▸ ACTION ITEM
Would you set down the complete data below, exactly as shown?

▸ RECORDS SUPPLIED
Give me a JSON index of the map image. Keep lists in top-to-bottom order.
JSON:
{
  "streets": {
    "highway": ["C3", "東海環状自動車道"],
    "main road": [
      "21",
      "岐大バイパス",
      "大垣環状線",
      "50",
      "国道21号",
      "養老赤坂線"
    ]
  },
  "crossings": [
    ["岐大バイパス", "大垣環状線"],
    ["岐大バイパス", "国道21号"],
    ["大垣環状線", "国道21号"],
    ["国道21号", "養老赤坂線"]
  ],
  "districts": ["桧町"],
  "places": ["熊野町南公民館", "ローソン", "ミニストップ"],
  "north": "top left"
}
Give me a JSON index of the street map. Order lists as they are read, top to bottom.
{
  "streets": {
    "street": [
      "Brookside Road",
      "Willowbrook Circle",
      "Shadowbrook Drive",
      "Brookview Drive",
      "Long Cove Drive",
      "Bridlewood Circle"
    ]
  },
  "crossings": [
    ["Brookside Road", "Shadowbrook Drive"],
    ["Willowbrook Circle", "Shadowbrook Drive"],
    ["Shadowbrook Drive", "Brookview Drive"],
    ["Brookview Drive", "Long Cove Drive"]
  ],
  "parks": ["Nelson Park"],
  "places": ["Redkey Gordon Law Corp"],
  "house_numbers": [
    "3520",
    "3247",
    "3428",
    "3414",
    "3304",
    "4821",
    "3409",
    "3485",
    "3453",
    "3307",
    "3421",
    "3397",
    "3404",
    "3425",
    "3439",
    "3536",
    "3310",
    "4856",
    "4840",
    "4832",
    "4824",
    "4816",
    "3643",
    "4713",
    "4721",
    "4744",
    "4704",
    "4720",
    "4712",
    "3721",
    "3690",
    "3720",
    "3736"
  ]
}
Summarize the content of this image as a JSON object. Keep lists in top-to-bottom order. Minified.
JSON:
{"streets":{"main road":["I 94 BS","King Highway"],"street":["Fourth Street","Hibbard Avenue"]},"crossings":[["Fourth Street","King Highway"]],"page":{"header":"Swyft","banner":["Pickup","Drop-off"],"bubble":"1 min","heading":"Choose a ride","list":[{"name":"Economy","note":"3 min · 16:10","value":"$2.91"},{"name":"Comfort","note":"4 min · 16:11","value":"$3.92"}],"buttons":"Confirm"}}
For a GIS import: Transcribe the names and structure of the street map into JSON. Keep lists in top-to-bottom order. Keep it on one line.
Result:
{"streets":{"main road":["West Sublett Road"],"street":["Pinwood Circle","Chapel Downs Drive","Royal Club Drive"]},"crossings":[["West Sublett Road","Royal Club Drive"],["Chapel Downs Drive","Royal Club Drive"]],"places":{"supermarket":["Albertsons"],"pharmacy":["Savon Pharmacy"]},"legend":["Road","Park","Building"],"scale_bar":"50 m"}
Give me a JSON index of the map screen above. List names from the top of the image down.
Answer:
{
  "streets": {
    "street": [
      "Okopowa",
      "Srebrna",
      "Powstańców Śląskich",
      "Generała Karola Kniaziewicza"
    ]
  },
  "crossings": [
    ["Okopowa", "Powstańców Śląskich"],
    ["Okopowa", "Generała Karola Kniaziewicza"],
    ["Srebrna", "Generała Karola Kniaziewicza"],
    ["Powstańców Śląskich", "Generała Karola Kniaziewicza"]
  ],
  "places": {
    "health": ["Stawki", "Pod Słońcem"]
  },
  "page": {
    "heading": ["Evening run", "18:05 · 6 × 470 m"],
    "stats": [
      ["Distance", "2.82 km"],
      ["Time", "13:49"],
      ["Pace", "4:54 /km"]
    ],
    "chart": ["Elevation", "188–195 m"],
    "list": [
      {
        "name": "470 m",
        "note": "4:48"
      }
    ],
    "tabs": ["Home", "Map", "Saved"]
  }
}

▸ EXERCISE ANSWER
Give me a JSON index of the map image. Keep lists in top-to-bottom order.
JSON:
{
  "streets": {
    "highway": ["C3", "東海環状自動車道"],
    "main road": [
      "21",
      "岐大バイパス",
      "大垣環状線",
      "50",
      "国道21号",
      "養老赤坂線"
    ]
  },
  "crossings": [
    ["岐大バイパス", "大垣環状線"],
    ["岐大バイパス", "国道21号"],
    ["大垣環状線", "国道21号"],
    ["国道21号", "養老赤坂線"]
  ],
  "districts": ["桧町"],
  "places": ["熊野町南公民館", "ローソン", "ミニストップ"],
  "north": "top left"
}
Give me a JSON index of the street map. Order lists as they are read, top to bottom.
{
  "streets": {
    "street": [
      "Brookside Road",
      "Willowbrook Circle",
      "Shadowbrook Drive",
      "Brookview Drive",
      "Long Cove Drive",
      "Bridlewood Circle"
    ]
  },
  "crossings": [
    ["Brookside Road", "Shadowbrook Drive"],
    ["Willowbrook Circle", "Shadowbrook Drive"],
    ["Shadowbrook Drive", "Brookview Drive"],
    ["Brookview Drive", "Long Cove Drive"]
  ],
  "parks": ["Nelson Park"],
  "places": ["Redkey Gordon Law Corp"],
  "house_numbers": [
    "3520",
    "3247",
    "3428",
    "3414",
    "3304",
    "4821",
    "3409",
    "3485",
    "3453",
    "3307",
    "3421",
    "3397",
    "3404",
    "3425",
    "3439",
    "3536",
    "3310",
    "4856",
    "4840",
    "4832",
    "4824",
    "4816",
    "3643",
    "4713",
    "4721",
    "4744",
    "4704",
    "4720",
    "4712",
    "3721",
    "3690",
    "3720",
    "3736"
  ]
}
Summarize the content of this image as a JSON object. Keep lists in top-to-bottom order. Minified.
JSON:
{"streets":{"main road":["I 94 BS","King Highway"],"street":["Fourth Street","Hibbard Avenue"]},"crossings":[["Fourth Street","King Highway"]],"page":{"header":"Swyft","banner":["Pickup","Drop-off"],"bubble":"1 min","heading":"Choose a ride","list":[{"name":"Economy","note":"3 min · 16:10","value":"$2.91"},{"name":"Comfort","note":"4 min · 16:11","value":"$3.92"}],"buttons":"Confirm"}}
For a GIS import: Transcribe the names and structure of the street map into JSON. Keep lists in top-to-bottom order. Keep it on one line.
Result:
{"streets":{"main road":["West Sublett Road"],"street":["Pinwood Circle","Chapel Downs Drive","Royal Club Drive"]},"crossings":[["West Sublett Road","Royal Club Drive"],["Chapel Downs Drive","Royal Club Drive"]],"places":{"supermarket":["Albertsons"],"pharmacy":["Savon Pharmacy"]},"legend":["Road","Park","Building"],"scale_bar":"50 m"}
Give me a JSON index of the map screen above. List names from the top of the image down.
Answer:
{
  "streets": {
    "street": [
      "Okopowa",
      "Srebrna",
      "Powstańców Śląskich",
      "Generała Karola Kniaziewicza"
    ]
  },
  "crossings": [
    ["Okopowa", "Powstańców Śląskich"],
    ["Okopowa", "Generała Karola Kniaziewicza"],
    ["Srebrna", "Generała Karola Kniaziewicza"],
    ["Powstańców Śląskich", "Generała Karola Kniaziewicza"]
  ],
  "places": {
    "health": ["Stawki", "Pod Słońcem"]
  },
  "page": {
    "heading": ["Evening run", "18:05 · 6 × 470 m"],
    "stats": [
      ["Distance", "2.82 km"],
      ["Time", "13:49"],
      ["Pace", "4:54 /km"]
    ],
    "chart": ["Elevation", "188–195 m"],
    "list": [
      {
        "name": "470 m",
        "note": "4:48"
      }
    ],
    "tabs": ["Home", "Map", "Saved"]
  }
}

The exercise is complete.